Monday, November 27, 2017

Death in the Ice at the NMM

Death in the Ice is an exhibition currently on at the National Maritime Museum (NMM) about Franklin's lost expedition to find the North-West Passage.

The expedition set sail in 1845 with two ships, HMS Erebus and HMS Terror and 129 men: all were lost.

At first they just vanished, last seen by some whalers sailing west, and then nothing was heard for years and years. Expeditions were sent to rescue them, then when hope was lost, to discover the truth about their fate. In the last few years the ships themselves have been found, sunk in icy waters.

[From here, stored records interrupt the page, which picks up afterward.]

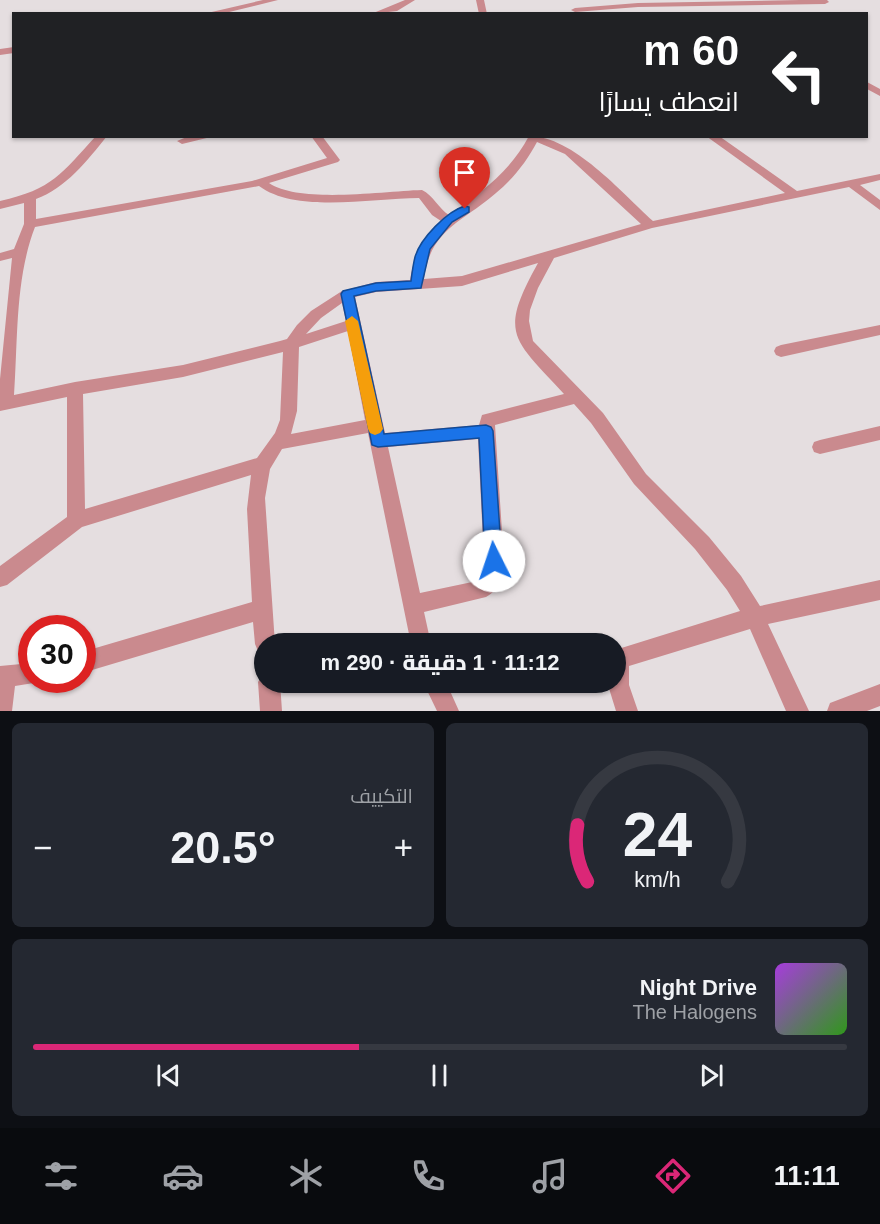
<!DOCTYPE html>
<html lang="ar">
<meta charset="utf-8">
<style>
:root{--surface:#171b24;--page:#242831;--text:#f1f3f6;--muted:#9ea1a6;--line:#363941;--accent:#db2777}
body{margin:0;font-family:Arial,Cairo,sans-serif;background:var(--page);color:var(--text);direction:rtl;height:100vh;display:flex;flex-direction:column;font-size:22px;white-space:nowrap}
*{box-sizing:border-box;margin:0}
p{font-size:20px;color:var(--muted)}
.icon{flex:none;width:33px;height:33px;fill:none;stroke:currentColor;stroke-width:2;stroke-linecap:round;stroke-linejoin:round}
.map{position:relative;height:711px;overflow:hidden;direction:ltr}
.details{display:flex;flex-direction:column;gap:12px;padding:12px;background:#0d0f14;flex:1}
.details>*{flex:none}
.top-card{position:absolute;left:12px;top:12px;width:856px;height:126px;border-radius:0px;box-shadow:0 2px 4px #0004;direction:rtl;background:#202124;color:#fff;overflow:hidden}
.speed{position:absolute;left:18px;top:615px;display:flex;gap:12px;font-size:30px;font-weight:700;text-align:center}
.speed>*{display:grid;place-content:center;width:78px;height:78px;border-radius:50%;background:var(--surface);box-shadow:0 2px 4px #0004;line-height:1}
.speed .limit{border:9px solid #d22;background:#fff;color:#111}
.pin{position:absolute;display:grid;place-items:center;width:51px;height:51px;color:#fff;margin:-62px -26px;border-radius:50% 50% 50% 0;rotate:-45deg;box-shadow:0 0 6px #0007}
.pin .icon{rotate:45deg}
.me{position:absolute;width:66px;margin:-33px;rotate:356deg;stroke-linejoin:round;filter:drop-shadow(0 0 4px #0008)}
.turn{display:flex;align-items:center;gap:21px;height:126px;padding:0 30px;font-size:27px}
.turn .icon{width:78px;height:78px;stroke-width:2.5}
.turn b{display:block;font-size:42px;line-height:51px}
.big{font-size:45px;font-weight:800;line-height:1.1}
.details .widget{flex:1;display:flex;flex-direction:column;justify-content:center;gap:9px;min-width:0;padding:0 21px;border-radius:9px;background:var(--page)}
.details .dial{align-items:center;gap:0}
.dial svg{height:156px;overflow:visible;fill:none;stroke:var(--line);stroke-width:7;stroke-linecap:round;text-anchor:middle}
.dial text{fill:var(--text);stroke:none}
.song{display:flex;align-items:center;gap:18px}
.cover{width:72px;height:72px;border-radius:9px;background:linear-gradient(135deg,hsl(280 70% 55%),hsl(110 70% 35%))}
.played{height:6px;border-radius:3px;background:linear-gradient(90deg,var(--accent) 40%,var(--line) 40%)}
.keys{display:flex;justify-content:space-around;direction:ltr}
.heat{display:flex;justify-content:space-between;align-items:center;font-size:33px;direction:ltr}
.details .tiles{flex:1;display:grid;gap:12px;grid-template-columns:1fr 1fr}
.widget:last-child{grid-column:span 2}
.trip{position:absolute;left:254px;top:633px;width:372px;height:60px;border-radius:30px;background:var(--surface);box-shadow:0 2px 4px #0004;font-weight:800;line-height:60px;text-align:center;direction:rtl}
.tab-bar{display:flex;height:96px;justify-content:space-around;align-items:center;background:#090b0e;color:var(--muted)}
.tab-bar .icon{width:42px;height:42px}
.tab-bar .selected{color:var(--accent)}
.tab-bar b{font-size:27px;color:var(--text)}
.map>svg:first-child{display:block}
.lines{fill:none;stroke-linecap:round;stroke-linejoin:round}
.minor{fill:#ca8a8e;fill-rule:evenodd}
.route{fill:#1a73e8;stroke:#114b97;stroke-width:1.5}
.slow{fill:#f59e0b}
</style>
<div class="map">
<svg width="880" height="711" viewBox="0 0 880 711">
<rect width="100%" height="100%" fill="#e5dee0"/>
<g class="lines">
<path class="minor" d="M263,0H278L221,14H203Z
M405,0H415L397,11L371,14Z
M476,0H484L487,14H479Z
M800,0H827L829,2L825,4L638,7L575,12L571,10L575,8L638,3Z
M14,47V53L0,55V49Z
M867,82L880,89V96L867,89Z
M96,136H107C87,161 66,188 36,199V219L252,181L327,158L311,136H322L340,160L338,162L269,183C300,204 384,191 422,190C433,195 439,209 449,215C481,192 510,172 529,136C573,136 621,192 653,221L785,193L706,136H719L797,191L880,174V180L860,185L880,200V210L849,187L652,228L554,258L538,288L530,310L529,321L533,341L603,413L646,474L709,537L741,576L760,606L880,580V600L768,624L809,711H786L750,629L629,666V685L638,711H616L607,682H615V650L740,611L727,590L695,549L634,484L591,423L574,404L495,425L504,562C502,576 500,590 486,597L424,612L431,644H411L368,433L282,449L270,469L265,498L275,644H264V654L258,651L255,644L253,622L82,673V652L252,602L247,509L251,475L82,527L7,585L0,587V566L67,517V397L0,411V379L12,258L0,261V253L14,249L24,224V203L0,209V201C53,189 61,174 96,136ZM537,142L565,154L641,224L462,276L424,279C430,229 463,222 496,193C513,179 527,161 537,142ZM259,186C297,214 373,198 419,198L432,215L441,221C422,237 414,256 410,280L376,282L342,291L311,311L297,325L287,339L280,341L183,365L75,382L14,395C18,339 15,279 35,227ZM538,263C498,335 513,338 564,394L482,415L479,425L385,433L355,297L376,292L462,286ZM342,303L346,321L306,334L321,318ZM348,331L365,420L291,434L297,411L299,347ZM283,352L280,420L275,433L257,458L85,509L83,394L183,377ZM478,439L484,562L482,575L477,581L420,593L388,447Z
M189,136H215L182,144L177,141Z
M880,325V335L781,357L776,355L774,351L776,347L781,345Z
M880,426V440L820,454L814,452L812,447L814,442L820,440Z
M32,663V680H40V682L15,686L12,711H0V666Z
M264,673V682H280L282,711H260L258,682Z
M423,682H446L459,711H437Z
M880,684V706L867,711H827L830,703Z"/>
</g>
<path class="route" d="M465,206L469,207V212L452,222L430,249L421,288L376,291L354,296L384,434L486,425L491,427L493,431L502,561L500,567L494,570L488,567L485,561L479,438L378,447L372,445L341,294L343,291L376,283L411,281C412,273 413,265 415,257C420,239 447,211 465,206Z"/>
<path class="slow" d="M352,316L358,321L383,429L380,433L375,435L370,433L368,429L345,321Z"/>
</svg>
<div class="speed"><div class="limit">30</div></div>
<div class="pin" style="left:465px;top:209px;background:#d93025"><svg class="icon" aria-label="arrive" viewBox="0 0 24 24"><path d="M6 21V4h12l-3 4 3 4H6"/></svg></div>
<svg class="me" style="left:494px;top:561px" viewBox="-20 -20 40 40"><circle r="19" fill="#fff"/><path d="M0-13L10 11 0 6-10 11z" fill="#1a73e8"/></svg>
<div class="trip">11:12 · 1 دقيقة · 290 m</div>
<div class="top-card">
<div class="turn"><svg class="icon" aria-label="left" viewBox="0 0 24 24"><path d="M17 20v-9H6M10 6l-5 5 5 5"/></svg><div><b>60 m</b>انعطف يسارًا</div></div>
</div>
</div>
<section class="details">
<div class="tiles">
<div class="widget dial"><svg viewBox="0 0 100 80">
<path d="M14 69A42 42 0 1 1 86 69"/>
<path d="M14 69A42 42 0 0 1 9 40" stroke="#db2777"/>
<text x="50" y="56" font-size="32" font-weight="700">24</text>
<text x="50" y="72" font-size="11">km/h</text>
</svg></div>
<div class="widget"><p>التكييف</p>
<div class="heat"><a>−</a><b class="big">20.5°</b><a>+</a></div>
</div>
<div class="widget">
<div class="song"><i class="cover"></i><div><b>Night Drive</b><p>The Halogens</p></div></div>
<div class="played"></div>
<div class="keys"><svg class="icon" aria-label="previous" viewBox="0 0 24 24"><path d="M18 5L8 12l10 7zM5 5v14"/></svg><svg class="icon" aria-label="pause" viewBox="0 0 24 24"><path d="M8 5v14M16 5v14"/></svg><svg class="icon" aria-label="next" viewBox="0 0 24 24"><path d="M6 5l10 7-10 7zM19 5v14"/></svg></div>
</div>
</div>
</section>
<nav class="tab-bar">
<b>11:11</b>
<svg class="icon selected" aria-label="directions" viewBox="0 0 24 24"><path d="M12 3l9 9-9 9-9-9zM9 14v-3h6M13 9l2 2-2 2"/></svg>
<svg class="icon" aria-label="music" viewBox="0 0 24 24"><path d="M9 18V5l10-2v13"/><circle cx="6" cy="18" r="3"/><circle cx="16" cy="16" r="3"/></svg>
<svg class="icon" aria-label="phone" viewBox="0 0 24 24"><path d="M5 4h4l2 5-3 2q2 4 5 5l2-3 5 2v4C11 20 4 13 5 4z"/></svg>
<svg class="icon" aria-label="climate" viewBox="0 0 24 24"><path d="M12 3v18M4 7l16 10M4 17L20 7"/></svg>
<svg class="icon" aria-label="car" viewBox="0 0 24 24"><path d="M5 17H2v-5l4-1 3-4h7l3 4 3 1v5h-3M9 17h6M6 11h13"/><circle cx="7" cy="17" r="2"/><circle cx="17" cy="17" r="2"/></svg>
<svg class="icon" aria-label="filters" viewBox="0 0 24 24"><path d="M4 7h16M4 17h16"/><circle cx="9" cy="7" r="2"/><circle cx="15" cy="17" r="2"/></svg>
</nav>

This brilliant exhibition considers this tragedy from many angles. It starts with a description of the land and its people, the Inuit. It is remarkable how much of the story of the Franklin expedition was recorded in their oral history, and shaming how little it was believed by Victorian Britain.

One artifact on display was this Inuit model of a European ship, the wood it was made from no doubt drifted from outside those treeless wastes:

Note this photo, like all images on this post, comes from the NMM web site as it was one of those "no photography allowed" exhibitions.

There was also a copy of the wood map of the coastline around Tasiilaq, as posted previously. This one had a copy of the copy which you could feel.

After the scene has been set there is a description of the British view, from Frankenstein to the art work showing explorer's ships battling mountains of ice:

There was amazing video that showed the various expeditions and how they gradually revealed what has been called the Arctic Labyrinth:

There was then a description of life on-board the boats, with lots of artefacts, the rescue missions and Franklin's wife Jane's exertions to find them.

Alas what they discovered was too much for Victorian Britain, and the tales of cannibalism considered so horrible that none other than Charles Dickens slandered the explorer who repeated what the Inuit had told him.

Finally there was the discovery of the wrecks by the Canadians and some videos of dives plus the bell from the Erebus.

It was very moving to think of the possessions of the men, such as the shoe in the photo at the top, found in the wreck, kept unchanged by the icy waters.

Also, amazingly, many of the officers had had their photographs taken which were on display, so there was the feeling that they were not just names but real people.

It must have been a terrible end, stuck in the ice, tragically close to the break-though and achieving their goal of discovering the North-West passage.

Definitely worth a visit: on in Greenwich until 7th January 2018.